▶ **YOUR TASK**
Gather the lines below that include the string "Rancho", copying each in full.

(Dataset excerpts)
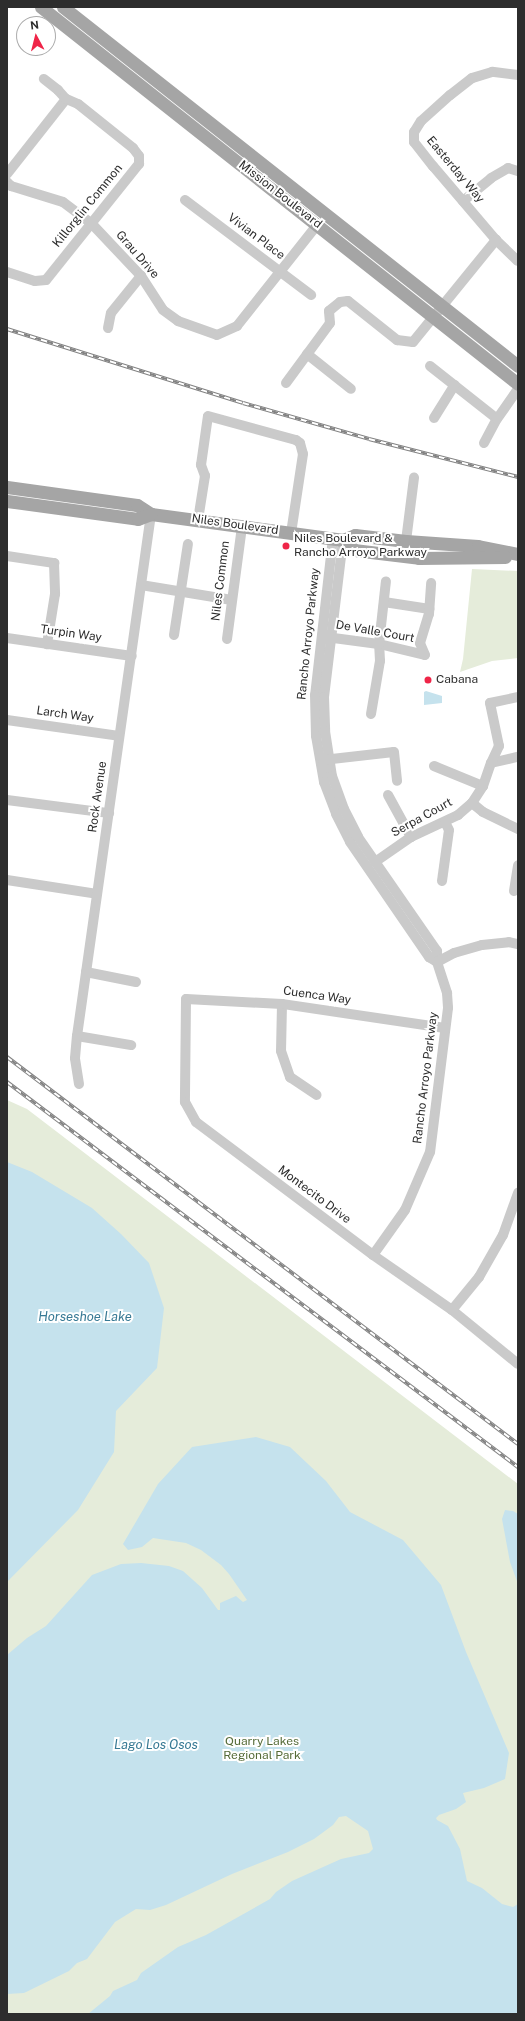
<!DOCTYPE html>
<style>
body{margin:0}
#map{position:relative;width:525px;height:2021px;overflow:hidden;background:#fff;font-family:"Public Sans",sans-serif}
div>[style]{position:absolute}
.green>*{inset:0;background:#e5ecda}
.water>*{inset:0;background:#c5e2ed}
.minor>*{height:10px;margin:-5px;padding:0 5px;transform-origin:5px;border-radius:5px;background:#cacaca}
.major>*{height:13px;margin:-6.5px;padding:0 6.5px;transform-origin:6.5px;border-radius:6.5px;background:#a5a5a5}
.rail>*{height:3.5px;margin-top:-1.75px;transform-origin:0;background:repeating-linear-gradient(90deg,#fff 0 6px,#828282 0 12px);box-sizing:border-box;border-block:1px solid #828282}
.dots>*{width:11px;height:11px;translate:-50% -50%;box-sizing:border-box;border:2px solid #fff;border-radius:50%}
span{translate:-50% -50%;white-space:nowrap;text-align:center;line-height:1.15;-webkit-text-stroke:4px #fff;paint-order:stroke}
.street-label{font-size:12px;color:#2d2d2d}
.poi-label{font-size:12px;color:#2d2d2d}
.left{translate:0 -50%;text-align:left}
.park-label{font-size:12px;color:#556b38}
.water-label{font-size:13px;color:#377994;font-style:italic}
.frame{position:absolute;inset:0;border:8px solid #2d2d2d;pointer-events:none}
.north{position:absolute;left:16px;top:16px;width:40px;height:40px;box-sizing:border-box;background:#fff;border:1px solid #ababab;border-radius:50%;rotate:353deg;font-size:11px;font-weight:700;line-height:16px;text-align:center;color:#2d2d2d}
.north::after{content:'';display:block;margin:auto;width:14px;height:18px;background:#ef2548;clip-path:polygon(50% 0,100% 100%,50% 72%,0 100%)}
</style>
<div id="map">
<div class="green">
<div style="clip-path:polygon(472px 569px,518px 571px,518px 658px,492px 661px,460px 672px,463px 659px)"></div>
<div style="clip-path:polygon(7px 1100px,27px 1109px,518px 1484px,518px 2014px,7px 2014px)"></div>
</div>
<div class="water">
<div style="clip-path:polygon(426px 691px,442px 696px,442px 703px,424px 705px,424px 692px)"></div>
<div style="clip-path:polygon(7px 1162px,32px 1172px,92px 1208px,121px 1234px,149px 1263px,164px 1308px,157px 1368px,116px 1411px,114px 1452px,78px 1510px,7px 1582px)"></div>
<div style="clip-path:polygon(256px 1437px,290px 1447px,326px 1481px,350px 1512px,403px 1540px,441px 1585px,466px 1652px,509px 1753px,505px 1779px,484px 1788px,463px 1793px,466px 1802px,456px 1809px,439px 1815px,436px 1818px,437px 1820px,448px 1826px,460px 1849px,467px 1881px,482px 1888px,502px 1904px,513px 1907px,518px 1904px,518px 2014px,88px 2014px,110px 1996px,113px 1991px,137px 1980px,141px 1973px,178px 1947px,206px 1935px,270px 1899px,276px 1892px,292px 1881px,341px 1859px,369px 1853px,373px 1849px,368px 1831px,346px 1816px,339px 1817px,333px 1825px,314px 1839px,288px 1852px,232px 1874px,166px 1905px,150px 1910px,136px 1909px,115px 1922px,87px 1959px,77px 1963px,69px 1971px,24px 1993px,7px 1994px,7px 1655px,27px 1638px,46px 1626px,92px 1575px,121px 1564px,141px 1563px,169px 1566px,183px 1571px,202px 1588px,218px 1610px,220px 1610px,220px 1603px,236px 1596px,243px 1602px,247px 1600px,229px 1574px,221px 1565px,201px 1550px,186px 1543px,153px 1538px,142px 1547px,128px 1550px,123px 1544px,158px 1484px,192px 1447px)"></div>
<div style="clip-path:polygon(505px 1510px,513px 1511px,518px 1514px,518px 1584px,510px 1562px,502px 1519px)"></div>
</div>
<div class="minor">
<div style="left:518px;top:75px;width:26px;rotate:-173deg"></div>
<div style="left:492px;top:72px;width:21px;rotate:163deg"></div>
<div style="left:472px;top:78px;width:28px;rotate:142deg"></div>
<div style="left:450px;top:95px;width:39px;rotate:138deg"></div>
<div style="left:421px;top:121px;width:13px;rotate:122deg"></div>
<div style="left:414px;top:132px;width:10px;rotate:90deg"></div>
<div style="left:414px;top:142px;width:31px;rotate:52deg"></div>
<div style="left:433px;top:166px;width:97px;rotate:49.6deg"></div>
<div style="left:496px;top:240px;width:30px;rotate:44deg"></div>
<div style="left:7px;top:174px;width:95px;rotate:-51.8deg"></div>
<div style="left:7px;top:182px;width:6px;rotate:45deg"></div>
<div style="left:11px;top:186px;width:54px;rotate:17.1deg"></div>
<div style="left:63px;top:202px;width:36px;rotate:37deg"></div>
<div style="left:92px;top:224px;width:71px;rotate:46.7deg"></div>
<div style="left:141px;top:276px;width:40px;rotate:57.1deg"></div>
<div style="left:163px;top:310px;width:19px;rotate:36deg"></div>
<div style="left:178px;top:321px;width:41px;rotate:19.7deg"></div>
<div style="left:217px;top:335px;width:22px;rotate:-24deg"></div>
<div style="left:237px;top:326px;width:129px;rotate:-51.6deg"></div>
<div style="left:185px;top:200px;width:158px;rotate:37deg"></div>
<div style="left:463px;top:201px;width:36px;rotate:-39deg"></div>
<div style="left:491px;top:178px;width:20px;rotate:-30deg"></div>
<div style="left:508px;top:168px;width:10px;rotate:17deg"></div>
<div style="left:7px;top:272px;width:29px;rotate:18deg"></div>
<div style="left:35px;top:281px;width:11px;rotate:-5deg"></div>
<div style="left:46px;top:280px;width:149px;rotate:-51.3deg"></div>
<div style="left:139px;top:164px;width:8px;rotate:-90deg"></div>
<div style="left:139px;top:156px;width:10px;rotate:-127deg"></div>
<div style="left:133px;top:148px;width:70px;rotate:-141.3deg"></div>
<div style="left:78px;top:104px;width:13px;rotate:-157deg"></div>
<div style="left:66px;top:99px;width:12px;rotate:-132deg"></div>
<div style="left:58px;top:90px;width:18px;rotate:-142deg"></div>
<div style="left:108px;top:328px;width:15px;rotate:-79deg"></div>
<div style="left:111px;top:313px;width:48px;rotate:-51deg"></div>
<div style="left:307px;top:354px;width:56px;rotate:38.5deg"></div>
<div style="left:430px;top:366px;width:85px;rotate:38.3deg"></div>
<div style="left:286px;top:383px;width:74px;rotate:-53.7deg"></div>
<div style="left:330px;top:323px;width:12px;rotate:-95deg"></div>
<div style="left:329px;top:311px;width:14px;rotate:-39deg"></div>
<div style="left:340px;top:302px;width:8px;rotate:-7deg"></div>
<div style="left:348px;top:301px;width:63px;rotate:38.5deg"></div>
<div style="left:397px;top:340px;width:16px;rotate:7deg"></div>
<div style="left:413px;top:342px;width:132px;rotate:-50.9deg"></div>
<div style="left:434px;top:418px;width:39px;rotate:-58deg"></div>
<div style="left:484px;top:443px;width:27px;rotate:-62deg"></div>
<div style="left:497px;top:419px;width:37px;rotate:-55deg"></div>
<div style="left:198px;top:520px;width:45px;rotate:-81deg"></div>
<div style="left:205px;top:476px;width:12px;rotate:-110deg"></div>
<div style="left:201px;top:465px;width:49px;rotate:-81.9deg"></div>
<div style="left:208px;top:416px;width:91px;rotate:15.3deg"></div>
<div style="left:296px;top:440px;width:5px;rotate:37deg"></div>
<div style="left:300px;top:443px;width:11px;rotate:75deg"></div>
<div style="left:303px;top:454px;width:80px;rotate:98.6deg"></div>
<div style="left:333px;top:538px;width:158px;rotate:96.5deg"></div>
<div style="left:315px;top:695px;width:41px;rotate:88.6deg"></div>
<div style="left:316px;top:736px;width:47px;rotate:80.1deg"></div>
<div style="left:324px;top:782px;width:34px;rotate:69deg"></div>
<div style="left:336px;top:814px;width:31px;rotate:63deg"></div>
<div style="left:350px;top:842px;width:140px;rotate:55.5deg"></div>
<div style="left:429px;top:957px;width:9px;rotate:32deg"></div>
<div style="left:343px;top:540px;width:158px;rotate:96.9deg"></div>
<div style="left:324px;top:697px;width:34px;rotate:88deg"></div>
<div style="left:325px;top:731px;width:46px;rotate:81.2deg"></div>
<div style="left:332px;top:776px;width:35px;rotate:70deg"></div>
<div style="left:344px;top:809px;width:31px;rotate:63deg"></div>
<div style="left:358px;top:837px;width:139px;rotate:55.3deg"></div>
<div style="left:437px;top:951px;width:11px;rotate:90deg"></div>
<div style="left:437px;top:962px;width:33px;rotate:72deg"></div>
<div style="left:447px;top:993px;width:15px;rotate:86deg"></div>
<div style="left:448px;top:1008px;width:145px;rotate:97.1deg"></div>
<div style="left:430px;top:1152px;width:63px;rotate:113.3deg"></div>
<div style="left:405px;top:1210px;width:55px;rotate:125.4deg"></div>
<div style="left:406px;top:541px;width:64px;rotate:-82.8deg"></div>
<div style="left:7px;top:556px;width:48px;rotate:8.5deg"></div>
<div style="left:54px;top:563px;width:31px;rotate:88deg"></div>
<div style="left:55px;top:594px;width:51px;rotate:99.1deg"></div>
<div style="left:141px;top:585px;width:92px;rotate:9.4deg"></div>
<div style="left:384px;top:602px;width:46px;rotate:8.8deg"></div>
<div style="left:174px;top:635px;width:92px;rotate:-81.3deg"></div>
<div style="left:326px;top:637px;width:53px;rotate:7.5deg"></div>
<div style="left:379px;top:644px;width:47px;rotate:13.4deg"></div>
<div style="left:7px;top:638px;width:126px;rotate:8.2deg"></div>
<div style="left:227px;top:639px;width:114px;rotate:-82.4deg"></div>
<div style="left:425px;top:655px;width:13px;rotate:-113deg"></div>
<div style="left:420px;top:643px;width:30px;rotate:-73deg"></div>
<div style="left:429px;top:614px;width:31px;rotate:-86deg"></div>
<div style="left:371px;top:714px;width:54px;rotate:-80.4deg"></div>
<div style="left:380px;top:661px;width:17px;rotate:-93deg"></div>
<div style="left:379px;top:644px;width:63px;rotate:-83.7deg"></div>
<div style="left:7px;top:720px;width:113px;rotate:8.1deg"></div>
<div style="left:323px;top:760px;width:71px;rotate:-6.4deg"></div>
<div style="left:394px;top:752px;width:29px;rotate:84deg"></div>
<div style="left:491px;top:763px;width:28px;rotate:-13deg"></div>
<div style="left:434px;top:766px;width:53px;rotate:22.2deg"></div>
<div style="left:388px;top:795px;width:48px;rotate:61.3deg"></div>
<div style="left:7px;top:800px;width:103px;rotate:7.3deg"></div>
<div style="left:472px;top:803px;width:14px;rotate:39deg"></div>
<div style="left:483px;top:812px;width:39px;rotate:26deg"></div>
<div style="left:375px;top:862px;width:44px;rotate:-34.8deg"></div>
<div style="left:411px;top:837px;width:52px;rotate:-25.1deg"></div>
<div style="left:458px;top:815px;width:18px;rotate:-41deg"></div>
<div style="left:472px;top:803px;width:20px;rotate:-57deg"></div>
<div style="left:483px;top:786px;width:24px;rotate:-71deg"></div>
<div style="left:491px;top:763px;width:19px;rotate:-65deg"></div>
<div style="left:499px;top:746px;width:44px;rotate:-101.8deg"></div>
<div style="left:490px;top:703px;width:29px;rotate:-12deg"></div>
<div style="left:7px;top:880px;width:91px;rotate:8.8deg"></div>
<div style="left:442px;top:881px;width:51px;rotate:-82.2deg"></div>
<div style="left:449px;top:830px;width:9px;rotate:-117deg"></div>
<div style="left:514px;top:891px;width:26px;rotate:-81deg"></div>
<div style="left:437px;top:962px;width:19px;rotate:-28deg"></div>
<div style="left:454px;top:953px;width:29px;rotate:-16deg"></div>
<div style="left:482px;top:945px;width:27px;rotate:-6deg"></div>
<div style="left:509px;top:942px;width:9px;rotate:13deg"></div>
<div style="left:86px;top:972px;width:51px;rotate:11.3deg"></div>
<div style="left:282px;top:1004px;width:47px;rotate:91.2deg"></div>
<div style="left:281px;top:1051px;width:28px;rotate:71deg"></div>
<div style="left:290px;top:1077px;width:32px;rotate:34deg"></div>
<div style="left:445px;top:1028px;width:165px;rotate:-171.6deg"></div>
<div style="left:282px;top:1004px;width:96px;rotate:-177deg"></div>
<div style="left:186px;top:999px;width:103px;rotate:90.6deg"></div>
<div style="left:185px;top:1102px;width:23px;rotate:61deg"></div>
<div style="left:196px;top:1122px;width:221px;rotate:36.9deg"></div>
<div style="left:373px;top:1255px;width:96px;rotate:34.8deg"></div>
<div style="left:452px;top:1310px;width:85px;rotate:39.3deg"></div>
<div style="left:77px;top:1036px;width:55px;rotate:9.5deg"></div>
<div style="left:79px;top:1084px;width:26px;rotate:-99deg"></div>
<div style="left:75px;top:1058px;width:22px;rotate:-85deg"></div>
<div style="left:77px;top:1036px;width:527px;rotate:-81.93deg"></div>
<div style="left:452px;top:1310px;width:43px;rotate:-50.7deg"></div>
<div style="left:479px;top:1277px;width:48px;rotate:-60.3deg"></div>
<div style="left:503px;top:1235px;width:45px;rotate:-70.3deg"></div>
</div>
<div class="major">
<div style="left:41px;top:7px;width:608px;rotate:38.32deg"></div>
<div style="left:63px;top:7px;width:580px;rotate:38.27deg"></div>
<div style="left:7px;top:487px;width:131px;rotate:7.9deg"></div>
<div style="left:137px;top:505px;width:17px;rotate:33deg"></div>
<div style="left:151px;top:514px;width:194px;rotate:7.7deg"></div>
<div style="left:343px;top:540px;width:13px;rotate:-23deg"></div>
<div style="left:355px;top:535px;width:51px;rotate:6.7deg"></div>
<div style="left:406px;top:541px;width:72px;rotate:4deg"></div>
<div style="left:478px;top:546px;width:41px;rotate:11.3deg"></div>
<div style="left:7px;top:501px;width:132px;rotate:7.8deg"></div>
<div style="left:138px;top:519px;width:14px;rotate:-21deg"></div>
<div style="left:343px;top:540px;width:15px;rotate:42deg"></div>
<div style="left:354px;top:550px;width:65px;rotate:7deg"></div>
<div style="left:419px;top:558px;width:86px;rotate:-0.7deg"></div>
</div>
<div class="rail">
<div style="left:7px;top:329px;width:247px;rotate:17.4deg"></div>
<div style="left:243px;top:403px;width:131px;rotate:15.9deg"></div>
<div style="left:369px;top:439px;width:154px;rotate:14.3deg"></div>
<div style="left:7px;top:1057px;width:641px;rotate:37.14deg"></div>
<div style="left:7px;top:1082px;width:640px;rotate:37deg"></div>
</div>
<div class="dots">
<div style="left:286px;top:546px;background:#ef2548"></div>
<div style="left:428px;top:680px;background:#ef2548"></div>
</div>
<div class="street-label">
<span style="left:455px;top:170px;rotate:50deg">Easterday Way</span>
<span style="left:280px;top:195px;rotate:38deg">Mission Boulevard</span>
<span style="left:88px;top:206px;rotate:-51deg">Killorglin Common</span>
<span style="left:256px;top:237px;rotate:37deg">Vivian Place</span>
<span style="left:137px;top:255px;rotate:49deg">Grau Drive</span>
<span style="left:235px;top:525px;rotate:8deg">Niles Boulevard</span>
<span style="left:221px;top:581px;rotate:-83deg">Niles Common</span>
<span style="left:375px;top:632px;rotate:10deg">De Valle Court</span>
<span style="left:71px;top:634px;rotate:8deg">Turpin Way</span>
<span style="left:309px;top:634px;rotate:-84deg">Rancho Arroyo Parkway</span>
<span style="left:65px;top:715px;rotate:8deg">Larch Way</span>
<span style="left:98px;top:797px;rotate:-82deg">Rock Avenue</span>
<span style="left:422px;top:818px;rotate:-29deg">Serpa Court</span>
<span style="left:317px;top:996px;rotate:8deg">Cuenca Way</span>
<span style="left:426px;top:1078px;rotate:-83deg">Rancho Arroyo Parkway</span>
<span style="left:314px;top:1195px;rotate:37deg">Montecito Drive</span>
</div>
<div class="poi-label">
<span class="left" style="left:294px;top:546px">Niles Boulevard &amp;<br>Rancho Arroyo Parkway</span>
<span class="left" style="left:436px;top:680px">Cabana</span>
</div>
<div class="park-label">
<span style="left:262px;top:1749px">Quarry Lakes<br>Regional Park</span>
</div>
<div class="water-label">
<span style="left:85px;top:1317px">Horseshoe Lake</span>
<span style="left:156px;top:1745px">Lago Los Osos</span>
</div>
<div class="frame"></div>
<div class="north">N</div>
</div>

▶ **RESPONSE TO THE TASK**
<span style="left:309px;top:634px;rotate:-84deg">Rancho Arroyo Parkway</span>
<span style="left:426px;top:1078px;rotate:-83deg">Rancho Arroyo Parkway</span>
<span class="left" style="left:294px;top:546px">Niles Boulevard &amp;<br>Rancho Arroyo Parkway</span>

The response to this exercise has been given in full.